╔══

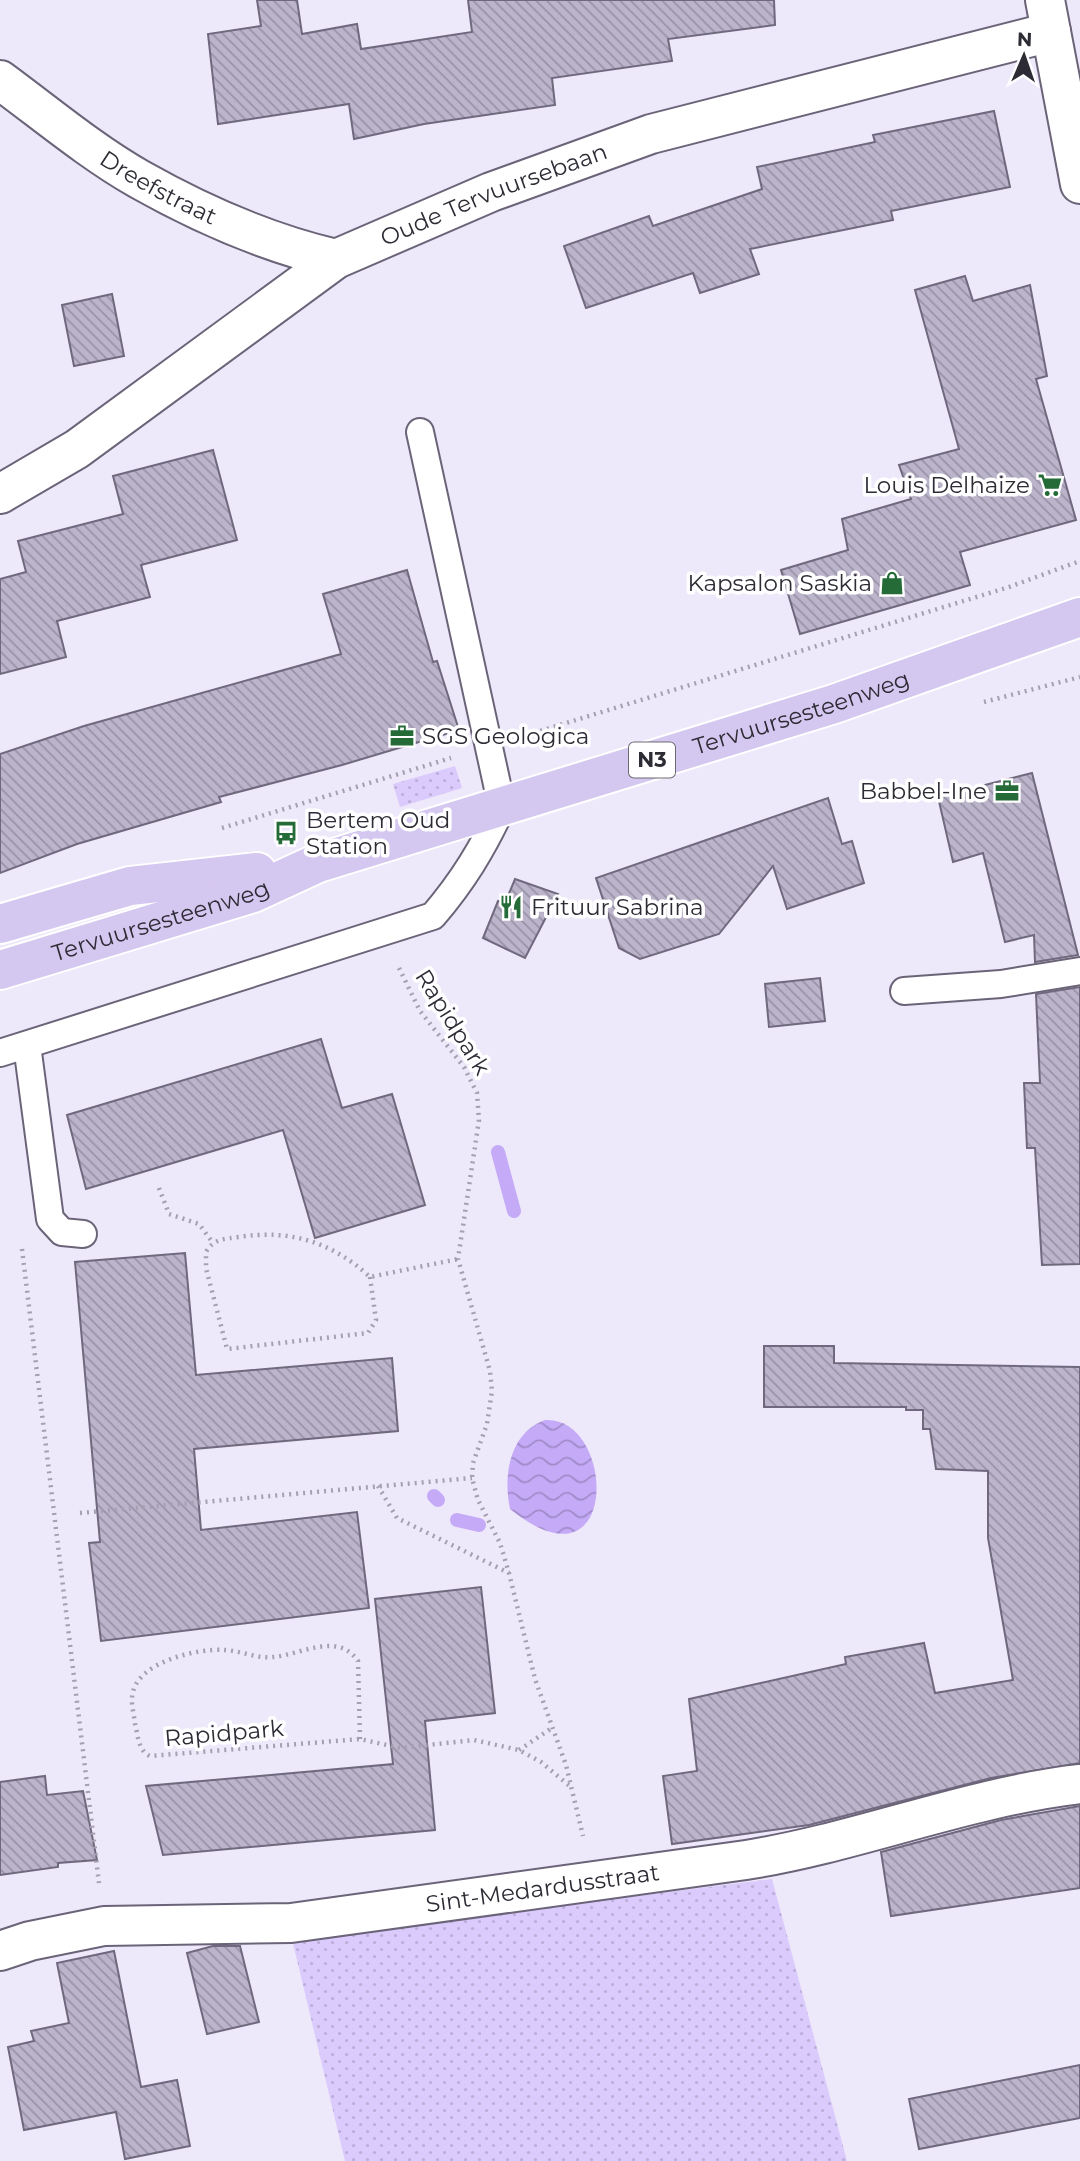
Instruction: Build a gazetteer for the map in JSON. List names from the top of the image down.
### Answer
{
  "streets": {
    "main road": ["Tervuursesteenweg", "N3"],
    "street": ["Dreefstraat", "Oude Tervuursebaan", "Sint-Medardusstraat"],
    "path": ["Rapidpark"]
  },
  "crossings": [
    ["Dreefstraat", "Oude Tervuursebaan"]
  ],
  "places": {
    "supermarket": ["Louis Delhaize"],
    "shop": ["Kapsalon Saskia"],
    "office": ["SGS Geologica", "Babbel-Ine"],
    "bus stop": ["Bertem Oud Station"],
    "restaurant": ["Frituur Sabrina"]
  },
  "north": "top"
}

╚══
╔══

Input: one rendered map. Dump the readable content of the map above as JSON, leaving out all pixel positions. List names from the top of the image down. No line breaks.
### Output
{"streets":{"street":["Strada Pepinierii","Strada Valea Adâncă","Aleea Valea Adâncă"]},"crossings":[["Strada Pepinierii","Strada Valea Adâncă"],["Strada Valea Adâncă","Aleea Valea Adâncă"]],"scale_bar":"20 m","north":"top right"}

╚══

# [Task item]
Which lines in the data above hold the string "List"? Show each one.

# [Response box]
Instruction: Build a gazetteer for the map in JSON. List names from the top of the image down.
Input: one rendered map. Dump the readable content of the map above as JSON, leaving out all pixel positions. List names from the top of the image down. No line breaks.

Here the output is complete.